TASK OBJECTIVE: Scan the entries for lines with the word "right", then copy those lines.

PROVIDED ENTRIES:

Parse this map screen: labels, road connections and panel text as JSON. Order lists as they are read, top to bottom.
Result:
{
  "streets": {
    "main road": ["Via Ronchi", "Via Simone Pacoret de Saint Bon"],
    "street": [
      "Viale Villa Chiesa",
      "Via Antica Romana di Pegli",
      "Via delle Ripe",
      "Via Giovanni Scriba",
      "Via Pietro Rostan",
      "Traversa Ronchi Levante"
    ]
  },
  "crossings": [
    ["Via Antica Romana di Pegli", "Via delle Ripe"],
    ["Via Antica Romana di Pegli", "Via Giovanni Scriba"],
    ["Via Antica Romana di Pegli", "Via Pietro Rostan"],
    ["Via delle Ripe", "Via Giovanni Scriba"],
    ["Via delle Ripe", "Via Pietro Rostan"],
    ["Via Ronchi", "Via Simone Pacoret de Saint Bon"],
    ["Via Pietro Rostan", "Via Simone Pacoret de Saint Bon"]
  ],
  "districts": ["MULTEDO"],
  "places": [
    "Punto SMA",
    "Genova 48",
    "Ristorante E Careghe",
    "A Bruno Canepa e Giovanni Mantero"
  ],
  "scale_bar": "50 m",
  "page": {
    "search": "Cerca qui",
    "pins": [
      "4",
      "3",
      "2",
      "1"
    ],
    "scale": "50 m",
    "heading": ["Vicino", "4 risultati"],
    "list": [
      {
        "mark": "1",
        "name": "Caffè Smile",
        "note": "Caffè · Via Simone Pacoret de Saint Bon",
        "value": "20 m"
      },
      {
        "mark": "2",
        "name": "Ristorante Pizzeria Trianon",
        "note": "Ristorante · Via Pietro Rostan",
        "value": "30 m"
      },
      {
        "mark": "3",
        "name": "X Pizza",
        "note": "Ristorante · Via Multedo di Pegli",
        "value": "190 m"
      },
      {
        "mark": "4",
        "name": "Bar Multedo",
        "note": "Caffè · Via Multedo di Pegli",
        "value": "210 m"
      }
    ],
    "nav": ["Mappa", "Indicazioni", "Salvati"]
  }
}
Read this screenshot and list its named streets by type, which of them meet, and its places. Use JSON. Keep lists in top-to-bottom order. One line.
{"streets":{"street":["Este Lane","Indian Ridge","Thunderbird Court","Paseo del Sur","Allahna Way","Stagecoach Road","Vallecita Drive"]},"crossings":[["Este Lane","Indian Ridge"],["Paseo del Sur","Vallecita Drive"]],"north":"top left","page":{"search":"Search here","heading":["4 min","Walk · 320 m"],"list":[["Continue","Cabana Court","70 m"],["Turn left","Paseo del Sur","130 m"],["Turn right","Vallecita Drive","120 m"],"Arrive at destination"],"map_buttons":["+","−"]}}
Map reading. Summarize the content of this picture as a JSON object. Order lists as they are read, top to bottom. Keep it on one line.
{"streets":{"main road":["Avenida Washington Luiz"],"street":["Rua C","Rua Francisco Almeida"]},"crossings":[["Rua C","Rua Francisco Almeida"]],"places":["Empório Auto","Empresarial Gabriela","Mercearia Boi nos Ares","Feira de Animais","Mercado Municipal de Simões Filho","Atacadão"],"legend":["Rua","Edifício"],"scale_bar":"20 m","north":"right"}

TASK SOLUTION:
{"streets":{"street":["Este Lane","Indian Ridge","Thunderbird Court","Paseo del Sur","Allahna Way","Stagecoach Road","Vallecita Drive"]},"crossings":[["Este Lane","Indian Ridge"],["Paseo del Sur","Vallecita Drive"]],"north":"top left","page":{"search":"Search here","heading":["4 min","Walk · 320 m"],"list":[["Continue","Cabana Court","70 m"],["Turn left","Paseo del Sur","130 m"],["Turn right","Vallecita Drive","120 m"],"Arrive at destination"],"map_buttons":["+","−"]}}
{"streets":{"main road":["Avenida Washington Luiz"],"street":["Rua C","Rua Francisco Almeida"]},"crossings":[["Rua C","Rua Francisco Almeida"]],"places":["Empório Auto","Empresarial Gabriela","Mercearia Boi nos Ares","Feira de Animais","Mercado Municipal de Simões Filho","Atacadão"],"legend":["Rua","Edifício"],"scale_bar":"20 m","north":"right"}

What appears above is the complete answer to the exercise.